After yesterday’s short intro to Pig Latin, I wanted to take a look at the Google App Engine datastore API. The following are some first insights into the Google datastore that I gained by flipping through the Getting Started guide.
Pig Latin
Yahoo’s Pig Latin is a procedural data processing language based on top of low-level procedural map-reduce language implementations (i.e. Hadoop). The language is based on a set of high-level primitives, such as LOAD, FILTER, GROUP, ORDER BY, etc. and can be extended with user defined functions.
Google BigTable
Google uses a distributed datastore named BigTable for more than sixty data-intensive products like Google Earth or Google Finance (PDF). BigTable can be though of as a huge, multi-dimensional textual spreadsheet. Although some aspects of BigTable resemble a relational database, it does not support a full relational data model.

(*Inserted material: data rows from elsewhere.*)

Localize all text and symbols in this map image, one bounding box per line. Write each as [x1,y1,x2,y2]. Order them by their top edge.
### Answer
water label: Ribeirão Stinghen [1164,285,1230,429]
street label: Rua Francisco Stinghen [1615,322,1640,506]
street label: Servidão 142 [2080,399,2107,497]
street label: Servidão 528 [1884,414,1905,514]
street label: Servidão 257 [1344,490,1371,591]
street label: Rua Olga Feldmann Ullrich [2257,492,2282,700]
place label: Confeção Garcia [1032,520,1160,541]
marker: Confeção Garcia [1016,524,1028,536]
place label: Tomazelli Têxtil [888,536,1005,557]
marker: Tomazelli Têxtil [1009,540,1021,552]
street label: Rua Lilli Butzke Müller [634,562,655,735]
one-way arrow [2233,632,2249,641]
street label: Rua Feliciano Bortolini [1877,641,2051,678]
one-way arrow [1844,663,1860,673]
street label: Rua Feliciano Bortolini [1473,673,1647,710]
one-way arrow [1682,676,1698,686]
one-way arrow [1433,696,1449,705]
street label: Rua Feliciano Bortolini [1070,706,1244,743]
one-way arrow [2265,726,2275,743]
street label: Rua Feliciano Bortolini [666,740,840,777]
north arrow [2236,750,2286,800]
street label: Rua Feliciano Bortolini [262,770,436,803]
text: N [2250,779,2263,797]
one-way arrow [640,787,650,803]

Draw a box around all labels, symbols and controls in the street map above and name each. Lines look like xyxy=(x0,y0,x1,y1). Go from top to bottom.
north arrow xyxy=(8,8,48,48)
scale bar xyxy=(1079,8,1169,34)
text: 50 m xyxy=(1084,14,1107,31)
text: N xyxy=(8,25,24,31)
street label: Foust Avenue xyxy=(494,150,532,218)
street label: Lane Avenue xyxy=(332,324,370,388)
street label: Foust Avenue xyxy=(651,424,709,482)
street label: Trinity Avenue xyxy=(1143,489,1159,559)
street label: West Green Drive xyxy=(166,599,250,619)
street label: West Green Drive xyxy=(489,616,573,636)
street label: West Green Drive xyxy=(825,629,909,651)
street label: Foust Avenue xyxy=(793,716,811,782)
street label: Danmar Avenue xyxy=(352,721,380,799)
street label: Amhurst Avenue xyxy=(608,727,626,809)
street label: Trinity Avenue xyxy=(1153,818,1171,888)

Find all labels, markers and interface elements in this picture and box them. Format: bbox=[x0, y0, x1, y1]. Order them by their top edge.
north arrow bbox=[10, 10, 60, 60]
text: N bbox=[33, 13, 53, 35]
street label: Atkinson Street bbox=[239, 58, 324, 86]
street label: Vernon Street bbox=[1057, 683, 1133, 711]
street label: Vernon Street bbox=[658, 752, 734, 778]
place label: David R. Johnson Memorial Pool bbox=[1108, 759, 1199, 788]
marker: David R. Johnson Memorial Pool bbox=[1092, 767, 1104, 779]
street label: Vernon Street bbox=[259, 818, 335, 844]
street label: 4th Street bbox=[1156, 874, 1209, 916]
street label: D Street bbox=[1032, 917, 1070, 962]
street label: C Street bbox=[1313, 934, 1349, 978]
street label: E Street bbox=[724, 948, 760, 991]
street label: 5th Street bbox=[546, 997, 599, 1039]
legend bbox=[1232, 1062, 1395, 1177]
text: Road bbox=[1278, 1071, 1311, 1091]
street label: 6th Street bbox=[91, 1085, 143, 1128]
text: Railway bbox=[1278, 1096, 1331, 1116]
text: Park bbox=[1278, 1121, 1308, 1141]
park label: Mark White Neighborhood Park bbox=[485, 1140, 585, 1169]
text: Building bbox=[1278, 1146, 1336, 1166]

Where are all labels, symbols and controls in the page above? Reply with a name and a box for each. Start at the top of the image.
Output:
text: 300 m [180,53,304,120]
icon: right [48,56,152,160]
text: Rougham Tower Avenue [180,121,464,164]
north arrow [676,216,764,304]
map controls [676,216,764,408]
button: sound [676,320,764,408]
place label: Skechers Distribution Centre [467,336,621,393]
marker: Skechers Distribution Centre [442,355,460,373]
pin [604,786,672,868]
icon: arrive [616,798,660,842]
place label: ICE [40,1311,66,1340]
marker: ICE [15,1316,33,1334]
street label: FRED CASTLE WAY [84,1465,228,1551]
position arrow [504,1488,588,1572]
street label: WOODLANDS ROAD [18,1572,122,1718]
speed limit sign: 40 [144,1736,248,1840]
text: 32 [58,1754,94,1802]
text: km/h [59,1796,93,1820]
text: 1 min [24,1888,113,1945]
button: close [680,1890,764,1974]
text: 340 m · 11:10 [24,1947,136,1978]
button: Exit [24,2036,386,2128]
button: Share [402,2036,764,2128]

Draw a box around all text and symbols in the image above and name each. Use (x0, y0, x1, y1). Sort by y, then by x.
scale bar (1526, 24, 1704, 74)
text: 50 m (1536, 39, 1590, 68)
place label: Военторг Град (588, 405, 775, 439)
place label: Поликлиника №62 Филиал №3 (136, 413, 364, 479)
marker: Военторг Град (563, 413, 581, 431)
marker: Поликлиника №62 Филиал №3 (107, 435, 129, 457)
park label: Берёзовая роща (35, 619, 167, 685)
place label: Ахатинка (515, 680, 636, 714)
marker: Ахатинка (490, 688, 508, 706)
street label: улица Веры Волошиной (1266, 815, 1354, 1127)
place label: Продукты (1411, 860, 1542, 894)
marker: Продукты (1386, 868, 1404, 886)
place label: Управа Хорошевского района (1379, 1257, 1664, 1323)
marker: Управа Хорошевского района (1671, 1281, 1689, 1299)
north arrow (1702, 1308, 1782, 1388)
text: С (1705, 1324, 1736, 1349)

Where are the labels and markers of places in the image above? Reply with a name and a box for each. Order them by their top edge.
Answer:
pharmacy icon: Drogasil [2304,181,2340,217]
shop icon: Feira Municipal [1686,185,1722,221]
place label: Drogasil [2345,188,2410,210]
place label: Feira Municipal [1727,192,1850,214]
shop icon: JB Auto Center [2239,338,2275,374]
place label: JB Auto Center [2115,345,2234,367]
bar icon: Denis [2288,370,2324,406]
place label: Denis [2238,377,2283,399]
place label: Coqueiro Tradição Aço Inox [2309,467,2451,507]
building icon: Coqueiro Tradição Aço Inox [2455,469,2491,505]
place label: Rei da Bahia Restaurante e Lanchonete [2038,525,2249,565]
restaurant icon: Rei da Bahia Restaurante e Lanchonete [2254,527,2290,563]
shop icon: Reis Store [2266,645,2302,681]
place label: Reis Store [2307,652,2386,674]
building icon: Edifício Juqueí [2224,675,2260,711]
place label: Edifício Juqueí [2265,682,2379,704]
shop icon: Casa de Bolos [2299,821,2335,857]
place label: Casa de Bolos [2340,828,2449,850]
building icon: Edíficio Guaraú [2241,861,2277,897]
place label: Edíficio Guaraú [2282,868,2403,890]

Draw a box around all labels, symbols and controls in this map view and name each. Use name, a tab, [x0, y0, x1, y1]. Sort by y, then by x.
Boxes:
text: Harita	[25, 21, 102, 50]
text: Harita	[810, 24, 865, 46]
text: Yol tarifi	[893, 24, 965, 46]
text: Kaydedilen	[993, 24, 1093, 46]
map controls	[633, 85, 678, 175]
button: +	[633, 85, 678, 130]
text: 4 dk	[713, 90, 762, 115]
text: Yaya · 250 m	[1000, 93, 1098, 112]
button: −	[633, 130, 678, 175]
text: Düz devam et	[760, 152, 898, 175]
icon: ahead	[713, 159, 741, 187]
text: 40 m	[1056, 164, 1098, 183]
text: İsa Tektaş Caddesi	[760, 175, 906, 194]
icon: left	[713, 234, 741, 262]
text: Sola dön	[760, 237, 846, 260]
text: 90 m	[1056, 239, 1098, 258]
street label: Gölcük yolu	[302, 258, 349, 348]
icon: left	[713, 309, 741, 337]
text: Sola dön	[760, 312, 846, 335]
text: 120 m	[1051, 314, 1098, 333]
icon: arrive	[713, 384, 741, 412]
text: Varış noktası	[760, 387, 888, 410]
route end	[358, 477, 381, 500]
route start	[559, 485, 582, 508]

Data is indexed using row and column names that can be arbitrary strings. Bigtable also treats data as uninterpreted strings, although clients often serialize various forms of structured and semi-structured data into these strings. Clients can control the locality of their data through careful choices in their schemas. Finally, Bigtable schema parameters let clients dynamically control whether to serve data out of memory or from disk.
App Engine datastore API
One interesting thing about App Engine is that it provides access to the Google BigTable datastore. With an index-based data processing language, App Engine users can perform queries on so-called entities in the datastore. An entity has typed properties, such as StringProperty or BooleanProperty. Moreover, a property can be a reference to another entity, thus making n:m relations between entities possible. There are two interfaces to perform queries: Query and GqlQuery.
Basically, Queries look similar to Pig Latin: you can filter, order, etc. entities in a procedural style. However, there is also another query interface, GqlQuery, that looks more like declarative SQL syntax.
Query interface example
# The Query interface prepares a query using instance methods. q = Person.all() q.filter("last_name =", "Smith") q.filter("height <", 72) q.order("-height")
GQL Query interface example
# The GqlQuery interface prepares a query using a GQL query string.
q = db.GqlQuery(“SELECT * FROM Person “ + “WHERE last_name = :1 AND height < :2 “ + “ORDER BY height DESC”, “Smith”, 72)
In order to speed up queries, the App Engine data store maintains indexes for each query. For the above example an index with the columns “last_name” and “height” (sorted in descending order) would have been built. When a query is performed, the following steps are executed:
- Find the right index
- Fetch the entities that match the search criteria
- If an entity was changed, the corresponding index must be updated
The Google-style data storage à la BigTable and data processing via MapReduce fascinates me because of its simplicity and elegance. I will have to explore these concepts in more depth.